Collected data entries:
────────────────────────────────────────
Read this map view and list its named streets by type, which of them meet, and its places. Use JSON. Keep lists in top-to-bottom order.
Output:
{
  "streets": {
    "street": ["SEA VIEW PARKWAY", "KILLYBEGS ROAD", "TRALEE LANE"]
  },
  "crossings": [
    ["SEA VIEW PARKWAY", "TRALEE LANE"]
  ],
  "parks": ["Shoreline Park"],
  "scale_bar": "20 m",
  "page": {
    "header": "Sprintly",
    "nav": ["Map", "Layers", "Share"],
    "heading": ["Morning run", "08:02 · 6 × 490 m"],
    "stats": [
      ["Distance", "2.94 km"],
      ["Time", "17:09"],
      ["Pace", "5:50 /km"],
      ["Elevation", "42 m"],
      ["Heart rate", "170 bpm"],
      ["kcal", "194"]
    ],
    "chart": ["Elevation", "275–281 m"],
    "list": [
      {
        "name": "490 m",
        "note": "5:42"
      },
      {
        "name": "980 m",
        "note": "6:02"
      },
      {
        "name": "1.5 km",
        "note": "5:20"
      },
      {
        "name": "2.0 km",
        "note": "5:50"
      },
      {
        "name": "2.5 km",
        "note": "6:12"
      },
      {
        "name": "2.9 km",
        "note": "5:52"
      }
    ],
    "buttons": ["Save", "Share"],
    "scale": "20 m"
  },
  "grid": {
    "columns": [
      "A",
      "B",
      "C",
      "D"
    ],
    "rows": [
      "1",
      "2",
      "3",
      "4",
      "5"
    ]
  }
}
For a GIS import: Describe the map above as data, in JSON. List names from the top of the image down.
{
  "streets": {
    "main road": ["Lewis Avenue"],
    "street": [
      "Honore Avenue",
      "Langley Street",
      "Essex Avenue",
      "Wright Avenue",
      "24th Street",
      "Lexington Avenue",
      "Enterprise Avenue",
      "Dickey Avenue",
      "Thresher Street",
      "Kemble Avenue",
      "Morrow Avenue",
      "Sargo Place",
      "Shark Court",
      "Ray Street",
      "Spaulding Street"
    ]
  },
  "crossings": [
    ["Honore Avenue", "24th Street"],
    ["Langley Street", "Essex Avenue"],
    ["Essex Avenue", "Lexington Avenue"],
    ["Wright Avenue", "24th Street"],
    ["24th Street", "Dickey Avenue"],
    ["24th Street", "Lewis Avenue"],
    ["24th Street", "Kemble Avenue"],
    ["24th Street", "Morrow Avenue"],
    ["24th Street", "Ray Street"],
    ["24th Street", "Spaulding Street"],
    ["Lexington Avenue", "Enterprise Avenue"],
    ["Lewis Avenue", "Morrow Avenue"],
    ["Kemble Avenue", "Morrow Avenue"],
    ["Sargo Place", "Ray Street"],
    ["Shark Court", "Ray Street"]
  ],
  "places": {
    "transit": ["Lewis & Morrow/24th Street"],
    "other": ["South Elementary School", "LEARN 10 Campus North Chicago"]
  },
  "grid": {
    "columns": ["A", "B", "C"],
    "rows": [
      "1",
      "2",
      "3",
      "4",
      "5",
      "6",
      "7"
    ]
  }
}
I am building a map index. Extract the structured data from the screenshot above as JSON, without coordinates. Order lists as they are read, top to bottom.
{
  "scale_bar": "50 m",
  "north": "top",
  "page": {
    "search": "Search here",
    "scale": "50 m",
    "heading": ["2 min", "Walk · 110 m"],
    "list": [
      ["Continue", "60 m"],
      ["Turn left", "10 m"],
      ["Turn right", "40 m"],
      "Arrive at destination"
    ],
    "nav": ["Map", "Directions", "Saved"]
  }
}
────────────────────────────────────────
--- Task objective ---
Look over the entries above and say how many lines contain "Elevation"; give only the number.

--- Response box ---
2